You were the only one to mention this important point. She may have been smart to spend the money ASAP. If she’d stashed it in her shoe, waiting to put it into a Vanguard Index Fund (or whatever Asuka thinks she should have done with the money), it would likely have been stolen before she ever got to her stockbroker’s.
because they’re poor and need the money for food the next day and the day after that. That’s the thing about food.
Movies have no nutritional value so I’m not sure why you think that would be different than wasting money on pizza.
Most people have had economic hard times in their lives and understand that wasting money makes thiings worse. How can you justify an hour of restaurant pizza against going hungry days later?
You deal with hunger days later days later.
I don’t think that is true. In a welfare state, by definition somebody has to pay in more than they get back in benefits, or the system isn’t sustainable. That’s why 47% or so of the US doesn’t pay federal income tax. The 53% are the ones keeping the system running.
It works the same with infrastructure. I pay gas taxes (in my state) to maintain the roads, state taxes to support the duties of the state government, and federal taxes to do all the things the federal government does. I don’t get back as much as I pay - if everyone got back as much as they put in, there wouldn’t be anything to spend on those who don’t put in.

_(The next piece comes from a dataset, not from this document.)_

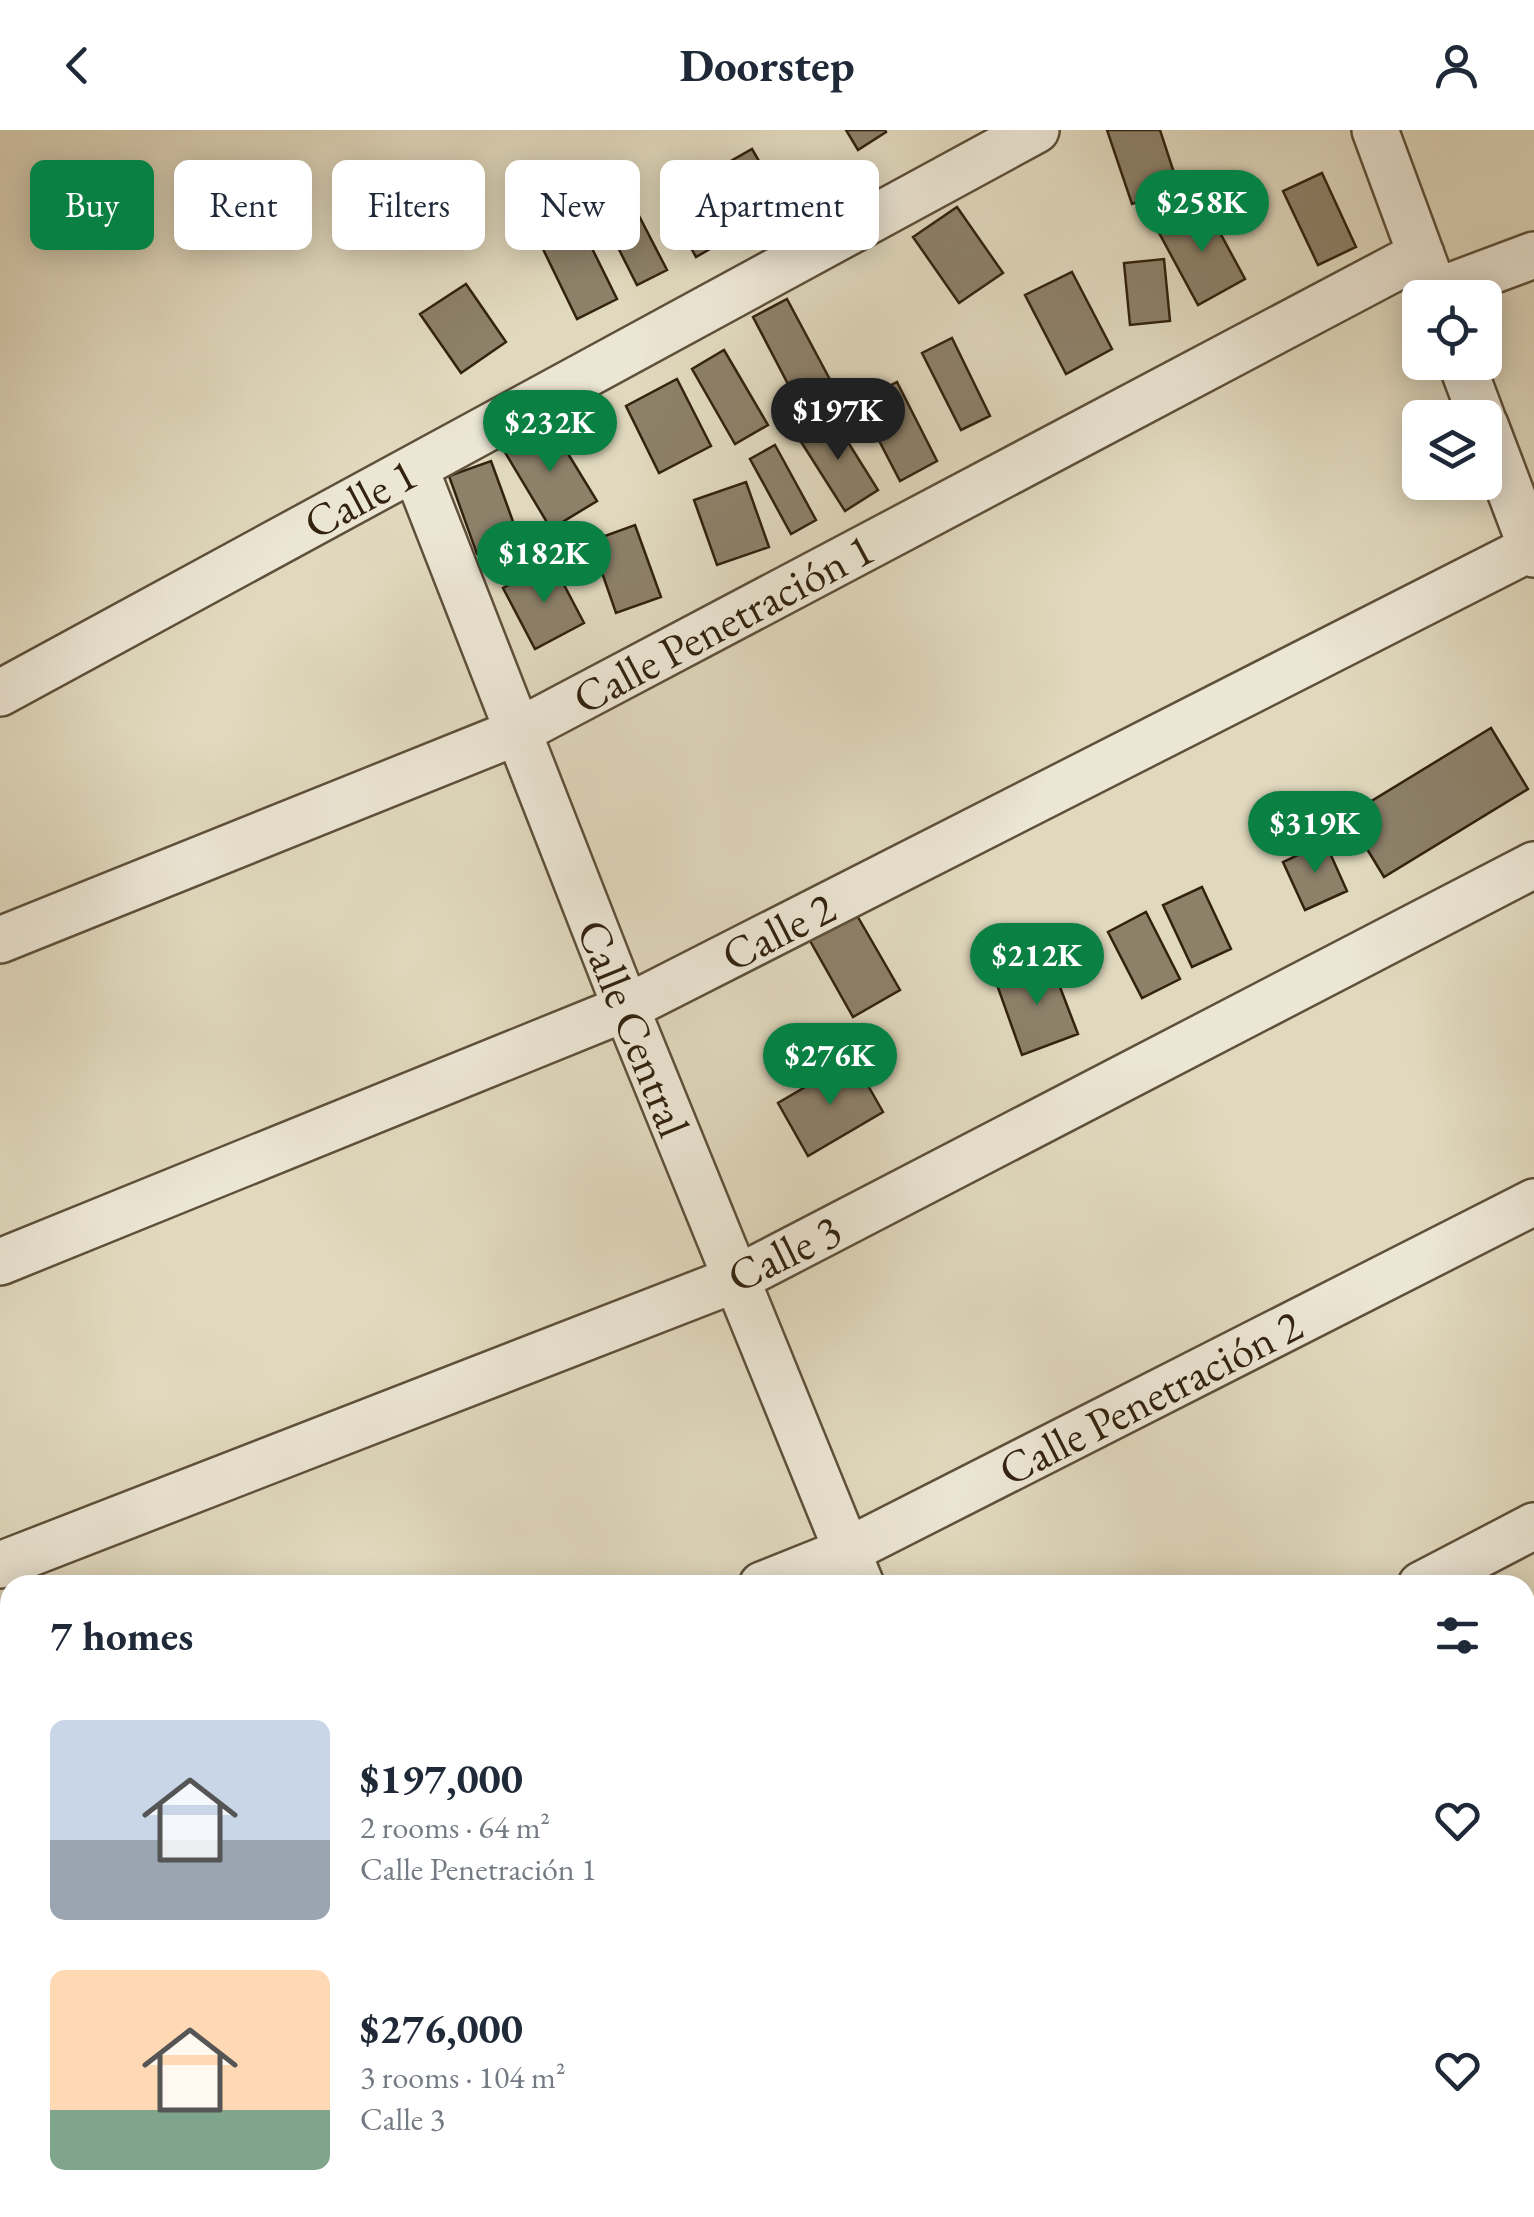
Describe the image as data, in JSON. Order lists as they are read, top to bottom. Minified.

So the notion that everyone is being subsidized by everyone else and so nobody gets to complain about subsidizing anyone doesn’t fly. Overall and on average, I am not being subsidized. Overall and on average, someone who is dependent on welfare or charity is being subsidized. I support myself and my wife and my family, and, to a lesser degree, everyone who is on welfare. Those who live on charity don’t support anyone, least of all me.
It is a matter of degree, of course - there is a difference between complaining when someone wastes the money they have been given on things they don’t need, and saying that they should be left in the street to die. IME the SDMB doesn’t always do very well in recognizing that difference, but it is real nonetheless.
Regards,
Shodan
You have a point here, but if we look at the spectrum of income, with the indigent on one side and the billionaires on the other, it also isn’t fair to say that at some point the subsidies phase out, and then everyone richer than that cutoff is treated the same by government policies.
In a very general sense, I think it’s more accurate to say that at some point, subsidies phase out, and further along, special preferences phase in. As is often cited, Warren Buffett pays a lower percentage of his income in taxes than his secretary; this is best explained by saying that neither of them are receving subsidies, but the more wealthy person has special advantages due to government policies that means that by proportion of income, the secretary is doing more to support the subsidies for other parts of society.
I think it is perfectly fair to compare the value of these special favors for the wealthy with the cost of the subsidies for the poor.
You know? Yes! I seriously thought I was the only one with this problem.
(I had plenty to say to the OP, but it looks like the others have it under control)
That’s sort of an apples-to-oranges comparison, if we are talking about being subsidized vs. not being subsidized, or whether or not a welfare system can be sustained.
Proportion of income is sort of a red herring. Is the amount of money you are paying into the system more, or less, than zero? If I am making a million dollars a year and paying $150K in, and my secretary makes $100K and pays $40K, I am supporting a lot more people than she is, therefore I am doing more to support the subsidies than my secretary.
The question “should capital gains be taxed as ordinary income” (which is mostly why Warren Buffett pays what he does and his secretary pays what she does) is a related but different question from “who is doing more to support the system”.
Regards,
Shodan
Poor people often make poor choices. This lady’s choice doesn’t even crack the top 100 bad financial decisions I’ve seen poor people make.
I’m honestly at a loss for what ready-to-eat staples she should have stocked up on instead. Convenience foods are not any cheaper than a $5 large pizza, and for all we know she saved enough of it that they had food to eat tomorrow.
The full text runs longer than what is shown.